I tried that way and messed up about half way through it. I'm not very neat when writing and was too lazy to track my error. Will try the long division again in the airport next time I get that inevitable late flight.
Perhaps a silly way to do it, lol, but write them out in binary...you get 2^122 + 32 + 7=2^122 + 2^5 + 2^2 + 2 + 1, which, in binary is 100...000100111 for the bottom, etc, and the bottom becomes 100...1....01, etc...with that "1"in the middle the 32nd digit from the right...and just do long division, lol...long division in binary...I keep getting mixed up, lol, but it should give the answer...just be mindful of the missing digits, one can't write them all out...maybe there's a much easier way, lol...I tried just guessing that the largest multiple smaller than the numerator (of the denominator) would be 2^60+2^59...+ 2^2 + 2^1 + 2^0, etc, all 1's in binary...you would multiply that by the denominator and then just subtract, I went back to binary thinking that was even more cumbersome, lol...
I coded in assembly language long ago and have reverent respect for binary and hexadecimal. Love the thought of reducing any problem down to the most rudimentary number system known to man.
I think they inscribed binary on an unmanned spacecraft believing binary to be the most “universal” way to count if other forms of life happened upon the craft!
Ah, interesting...yeah, lol, perhaps it would universal...aliens might, even if not recognizing 0 and 1, guess the two symbols might represent binary, lol, even if perhaps not in the direction (our horizontal right lower to left higher) they might use...
My understanding of why the scientists chose 0,1 is that the notion of night and day on earth might be the closest thing to something “universal “ given that about everything in the universe revolves around a source of light, but one could argue that light is just a waveform in the electromagnetic spectrum that helps humans see.

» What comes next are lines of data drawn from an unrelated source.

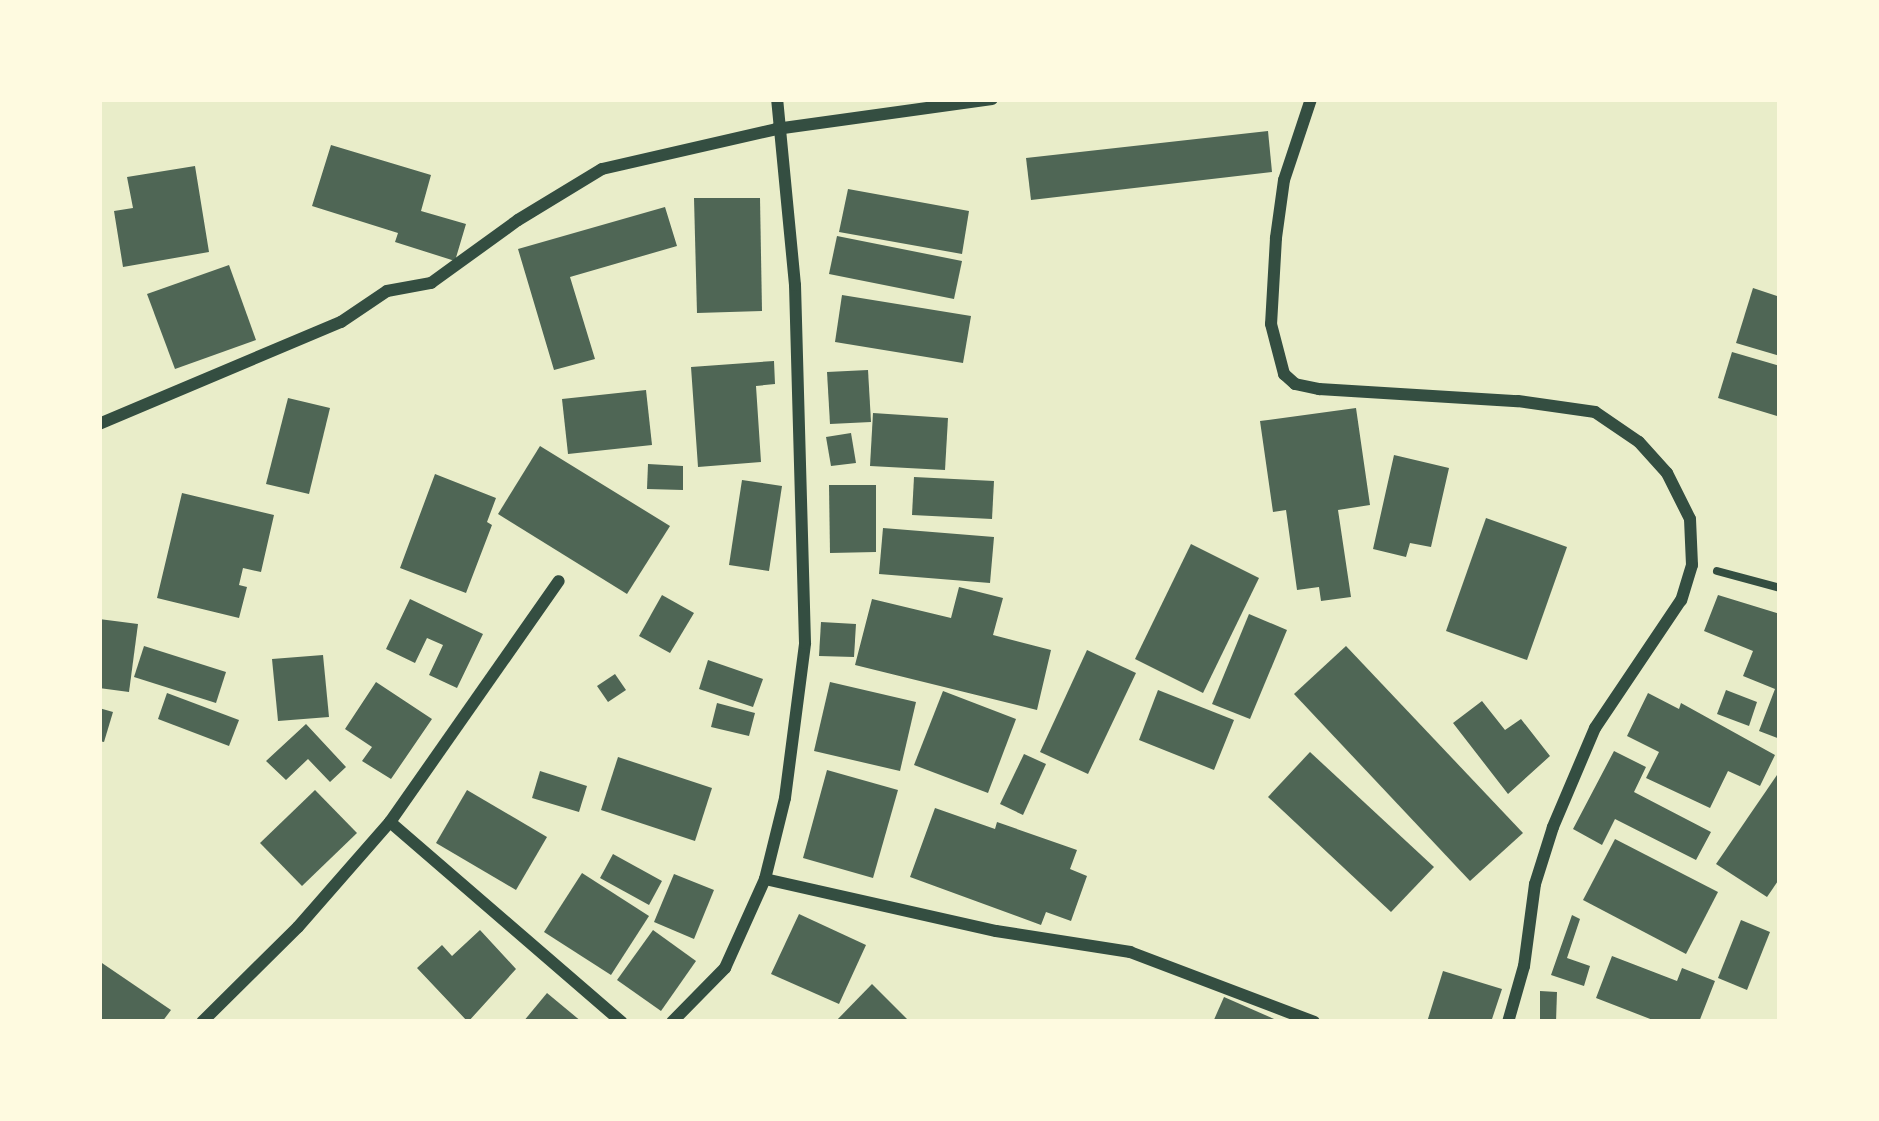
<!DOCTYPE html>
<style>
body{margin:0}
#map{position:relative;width:1879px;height:1121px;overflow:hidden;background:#e9edc9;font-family:Karla,sans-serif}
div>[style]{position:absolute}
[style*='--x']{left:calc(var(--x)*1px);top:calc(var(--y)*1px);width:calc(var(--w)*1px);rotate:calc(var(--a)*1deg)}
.building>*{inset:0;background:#4f6655}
.path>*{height:8px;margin:-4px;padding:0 4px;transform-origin:4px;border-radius:4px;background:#344e41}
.minor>*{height:12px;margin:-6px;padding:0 6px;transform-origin:6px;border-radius:6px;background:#344e41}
span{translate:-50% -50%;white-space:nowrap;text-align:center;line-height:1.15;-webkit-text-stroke:9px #fefae0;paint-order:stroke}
.frame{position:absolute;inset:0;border:102px solid #fefae0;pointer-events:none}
</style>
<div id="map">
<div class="building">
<i style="clip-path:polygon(1268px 131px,1272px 172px,1031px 200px,1026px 158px)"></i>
<i style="clip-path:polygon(331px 145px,431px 175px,421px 211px,466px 224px,455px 261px,395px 242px,398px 233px,312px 206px)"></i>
<i style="clip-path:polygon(195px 166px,209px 252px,123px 267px,114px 211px,133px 208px,127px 177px)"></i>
<i style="clip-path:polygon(848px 189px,969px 211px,962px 254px,839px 232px)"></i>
<i style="clip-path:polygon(694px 198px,760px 198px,762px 311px,697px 313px)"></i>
<i style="clip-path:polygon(665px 207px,677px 246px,570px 277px,595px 359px,554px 370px,518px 249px)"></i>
<i style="clip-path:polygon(837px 236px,962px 261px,954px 299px,829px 274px)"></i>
<i style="clip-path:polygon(229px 265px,256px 340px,175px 369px,147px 294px)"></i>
<i style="clip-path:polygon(1753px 288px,1780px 297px,1780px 356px,1736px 343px)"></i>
<i style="clip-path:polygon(842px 295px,971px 316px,963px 363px,835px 342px)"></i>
<i style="clip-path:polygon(1732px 352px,1780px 366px,1777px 416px,1718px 398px)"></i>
<i style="clip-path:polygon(774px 361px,775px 384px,756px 386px,761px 462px,698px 467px,691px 367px)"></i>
<i style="clip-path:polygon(868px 370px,871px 422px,830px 424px,827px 372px)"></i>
<i style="clip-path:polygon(646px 390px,652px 445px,568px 454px,562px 399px)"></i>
<i style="clip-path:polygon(288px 398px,330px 408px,309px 494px,266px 484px)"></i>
<i style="clip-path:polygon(1356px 408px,1370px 505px,1338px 510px,1351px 597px,1321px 601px,1319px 587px,1297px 590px,1286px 510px,1273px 512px,1260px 421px)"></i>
<i style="clip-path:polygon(873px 413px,948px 418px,945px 470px,870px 466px)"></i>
<i style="clip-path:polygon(851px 433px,856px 463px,831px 466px,826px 437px)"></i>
<i style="clip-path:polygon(540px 446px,670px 526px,627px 594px,498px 514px)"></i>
<i style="clip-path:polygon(1394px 455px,1449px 468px,1431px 547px,1410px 543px,1406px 557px,1373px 549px)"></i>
<i style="clip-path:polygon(648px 464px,683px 466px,683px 490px,647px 489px)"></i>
<i style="clip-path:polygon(435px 474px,496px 498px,487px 522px,492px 525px,466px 593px,400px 568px)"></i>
<i style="clip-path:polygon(914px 477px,994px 481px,992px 519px,912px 515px)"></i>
<i style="clip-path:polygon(742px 480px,782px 486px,769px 571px,729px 565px)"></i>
<i style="clip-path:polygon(829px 485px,876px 485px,876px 552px,830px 553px)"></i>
<i style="clip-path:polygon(182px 493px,274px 515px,261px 572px,243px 568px,239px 585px,247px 587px,239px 618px,157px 598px)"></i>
<i style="clip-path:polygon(1486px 518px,1567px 547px,1527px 660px,1446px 631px)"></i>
<i style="clip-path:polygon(883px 528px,994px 537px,990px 583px,879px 574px)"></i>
<i style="clip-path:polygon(1191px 544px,1259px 578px,1203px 693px,1135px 659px)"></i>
<i style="clip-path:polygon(959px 587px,1003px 598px,993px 635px,1051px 650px,1037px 710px,855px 665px,872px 599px,951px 618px)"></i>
<i style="clip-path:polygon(662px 595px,694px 613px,670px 653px,639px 636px)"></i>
<i style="clip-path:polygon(1718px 595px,1780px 614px,1780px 739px,1759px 731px,1775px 689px,1743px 676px,1753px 651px,1704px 631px)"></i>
<i style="clip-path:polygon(410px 599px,483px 634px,457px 688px,429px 675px,443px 645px,427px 638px,415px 663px,386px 649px)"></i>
<i style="clip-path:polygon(1249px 614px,1287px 630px,1250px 719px,1212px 704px)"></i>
<i style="clip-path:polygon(99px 619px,138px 624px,129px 692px,99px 688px)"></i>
<i style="clip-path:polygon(821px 622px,856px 624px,854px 657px,819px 656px)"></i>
<i style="clip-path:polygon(144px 646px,226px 672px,216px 703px,134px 677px)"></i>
<i style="clip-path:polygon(1346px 646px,1523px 833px,1470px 881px,1294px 694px)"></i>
<i style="clip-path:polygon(1087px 650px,1136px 673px,1088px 774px,1040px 752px)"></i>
<i style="clip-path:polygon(323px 655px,329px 717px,278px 721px,272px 659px)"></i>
<i style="clip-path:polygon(708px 660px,763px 679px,753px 707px,699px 689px)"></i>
<i style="clip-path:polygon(615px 674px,626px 690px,608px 702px,597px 686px)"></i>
<i style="clip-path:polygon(376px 682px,432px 719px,391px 779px,362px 761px,372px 747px,345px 729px)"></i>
<i style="clip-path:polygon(830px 682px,916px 702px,900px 771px,814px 751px)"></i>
<i style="clip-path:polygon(1158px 690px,1234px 720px,1214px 770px,1139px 740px)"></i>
<i style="clip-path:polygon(1726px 690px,1757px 702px,1749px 726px,1717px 714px)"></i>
<i style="clip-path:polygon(943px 691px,1016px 719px,988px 793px,914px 765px)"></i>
<i style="clip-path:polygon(167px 693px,239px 720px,229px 746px,158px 719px)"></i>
<i style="clip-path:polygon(1648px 693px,1679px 709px,1681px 703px,1775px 755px,1760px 786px,1728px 771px,1710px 808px,1646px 778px,1659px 752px,1627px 736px)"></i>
<i style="clip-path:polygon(1482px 701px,1505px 730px,1521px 719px,1550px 756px,1508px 794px,1453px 723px)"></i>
<i style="clip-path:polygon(717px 703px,755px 713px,749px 736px,711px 727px)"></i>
<i style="clip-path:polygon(99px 708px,113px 712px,104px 742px,99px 741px)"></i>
<i style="clip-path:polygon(306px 724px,346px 767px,330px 782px,308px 759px,286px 780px,266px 761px)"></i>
<i style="clip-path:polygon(1614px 751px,1646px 767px,1634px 792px,1711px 832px,1696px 860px,1615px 819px,1602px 845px,1573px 829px)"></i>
<i style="clip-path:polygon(1310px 752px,1434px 867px,1391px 912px,1268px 797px)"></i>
<i style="clip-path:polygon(1024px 754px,1046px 764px,1023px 815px,1000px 804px)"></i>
<i style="clip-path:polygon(618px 757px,712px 788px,695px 841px,601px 810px)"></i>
<i style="clip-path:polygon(827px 770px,898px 790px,873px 878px,803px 858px)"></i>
<i style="clip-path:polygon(540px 771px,587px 786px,579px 812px,532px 798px)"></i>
<i style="clip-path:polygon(1777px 775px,1780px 878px,1767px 897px,1716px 864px)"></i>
<i style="clip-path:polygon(315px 790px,357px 833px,302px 886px,260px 843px)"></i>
<i style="clip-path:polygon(467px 790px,547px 837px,516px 890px,436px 843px)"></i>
<i style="clip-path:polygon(935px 808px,995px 829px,997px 822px,1077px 850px,1070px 869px,1087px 876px,1071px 921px,1046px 912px,1041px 925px,910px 877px)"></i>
<i style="clip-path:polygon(1615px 839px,1718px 892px,1686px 954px,1583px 900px)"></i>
<i style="clip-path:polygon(613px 854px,662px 881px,649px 905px,600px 878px)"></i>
<i style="clip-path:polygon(582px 873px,649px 916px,611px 975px,544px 932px)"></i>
<i style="clip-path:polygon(674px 874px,714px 890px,694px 939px,654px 922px)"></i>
<i style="clip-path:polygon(799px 914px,866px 945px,839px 1004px,771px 974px)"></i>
<i style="clip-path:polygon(1572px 915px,1580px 919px,1567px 958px,1590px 966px,1584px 986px,1551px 975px)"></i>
<i style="clip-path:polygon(1741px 920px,1770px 932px,1747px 990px,1718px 978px)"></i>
<i style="clip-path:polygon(480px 930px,516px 969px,468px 1022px,417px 968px,442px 945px,452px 956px)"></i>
<i style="clip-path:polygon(653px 930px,696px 961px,661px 1011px,617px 980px)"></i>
<i style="clip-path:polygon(1612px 956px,1677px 981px,1682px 968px,1715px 981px,1699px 1022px,1658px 1022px,1596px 998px)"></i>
<i style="clip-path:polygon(99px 961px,171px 1010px,162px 1022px,99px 1022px)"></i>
<i style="clip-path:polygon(1443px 971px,1502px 989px,1491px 1022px,1427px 1022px)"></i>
<i style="clip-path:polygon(872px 984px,910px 1022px,835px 1022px)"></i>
<i style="clip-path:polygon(1540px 991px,1557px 992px,1556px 1022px,1540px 1022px)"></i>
<i style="clip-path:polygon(547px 993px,582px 1022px,523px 1022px)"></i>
<i style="clip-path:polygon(1224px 997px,1281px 1022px,1213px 1022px)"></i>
</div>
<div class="path">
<i style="--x:1717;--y:571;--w:65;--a:15.1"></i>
</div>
<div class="minor">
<i style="--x:1311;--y:99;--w:85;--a:108.4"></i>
<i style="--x:1284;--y:180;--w:59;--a:97.9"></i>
<i style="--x:1276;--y:238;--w:86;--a:93.3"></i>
<i style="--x:1271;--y:324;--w:52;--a:75.4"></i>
<i style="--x:1284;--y:374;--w:15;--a:42"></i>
<i style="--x:1295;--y:384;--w:25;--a:12"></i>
<i style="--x:1319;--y:389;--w:199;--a:3.5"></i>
<i style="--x:1518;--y:401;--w:78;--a:8.1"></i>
<i style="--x:1595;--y:412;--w:53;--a:34.3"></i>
<i style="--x:1639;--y:442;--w:42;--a:47.9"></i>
<i style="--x:1667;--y:473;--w:51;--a:63.4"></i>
<i style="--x:1690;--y:519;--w:46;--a:87.5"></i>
<i style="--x:1692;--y:565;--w:37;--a:107"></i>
<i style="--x:1681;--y:600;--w:154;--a:123.9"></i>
<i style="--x:1595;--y:728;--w:108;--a:113"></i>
<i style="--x:1553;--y:827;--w:60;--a:107.5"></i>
<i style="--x:1535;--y:884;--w:83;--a:97.6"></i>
<i style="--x:1524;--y:966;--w:58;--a:105.9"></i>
<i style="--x:99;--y:424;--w:263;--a:-22.9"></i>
<i style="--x:341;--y:322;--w:55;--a:-34"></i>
<i style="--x:387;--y:291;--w:45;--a:-10.3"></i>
<i style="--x:431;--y:283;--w:107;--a:-35.9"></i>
<i style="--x:518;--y:220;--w:98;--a:-31.3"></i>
<i style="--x:602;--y:169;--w:179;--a:-12.9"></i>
<i style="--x:776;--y:129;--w:218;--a:-7.9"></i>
<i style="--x:390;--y:822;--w:306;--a:40.8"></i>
<i style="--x:765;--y:879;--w:237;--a:12.7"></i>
<i style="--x:996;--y:931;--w:136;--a:8.9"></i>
<i style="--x:1130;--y:952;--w:197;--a:20.8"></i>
<i style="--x:202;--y:1022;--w:135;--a:-44.7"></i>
<i style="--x:298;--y:927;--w:140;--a:-48.8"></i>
<i style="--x:390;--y:822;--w:294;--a:-55"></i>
<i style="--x:672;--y:1022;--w:76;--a:-45.5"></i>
<i style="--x:725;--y:968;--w:98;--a:-65.8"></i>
<i style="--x:765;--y:879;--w:83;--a:-76.1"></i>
<i style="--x:785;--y:798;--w:156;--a:-82.6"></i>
<i style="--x:805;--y:643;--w:358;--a:-91.6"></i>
<i style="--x:795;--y:285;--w:187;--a:-95.5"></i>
</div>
<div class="frame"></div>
</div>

Other forms of life might not depend on it the way we do 😂
I suppose so, lol...yeah, interesting...but I was talking about the symbols themselves, 1, 0, etc...they are not even universal to all humans, or at least were not...2000 years ago the Romans were using different symbols (I guess they didn't have one for 0, but still, lol)...so, what I mean is that aliens are very unlikely to be using the same symbols we use, etc...
@@archangecamilien1879 understood, but the usage of only two symbols irrespective of their appearance may be what is important in conveying on/off, is/ain’t, night/day, absence/presence, true/false blah blah.
Even though, it’s highly improbable that strings of binary digits would mean anything to other life forms AND we haven’t even broached what it means to be alive 😂
The result is indeed 38, and to prove it all you need to do is show that 2^122 + 1 is a multiple of 2^61 + 2^31 + 1. A quick way to do it is observe that (x^61 + x^31 + 1)(x^61 - x^31 + 1) = x^122 - x^62 + 2 x^61 + 1, then replace x with 2 and get (2^61 + 2^31 + 1)(2^61 - 2^31 + 1) = 2^122 + 1, voilà!
Quick? I noticed you had to edit your solution .
How would you know to use your method without first knowing the remainder was 38?
@@MyOneFiftiethOfADollar The edit was minor (adding a space after a minus sign for esthetics). On the other hand my comment is not intended as a full solution from scratch, it is just a shortcut for an already known solution. I think the factorization trick has its own interest.
@@mlerma54 I certainly think your approach is flawless for different instructions, namely “prove the remainder for this quotient is 38”.
However, the problem in video is “Find the Remainder”
Will try to compose a problem that uses your, what I would call, verification technique.
Thx for your interest and the approach you shared.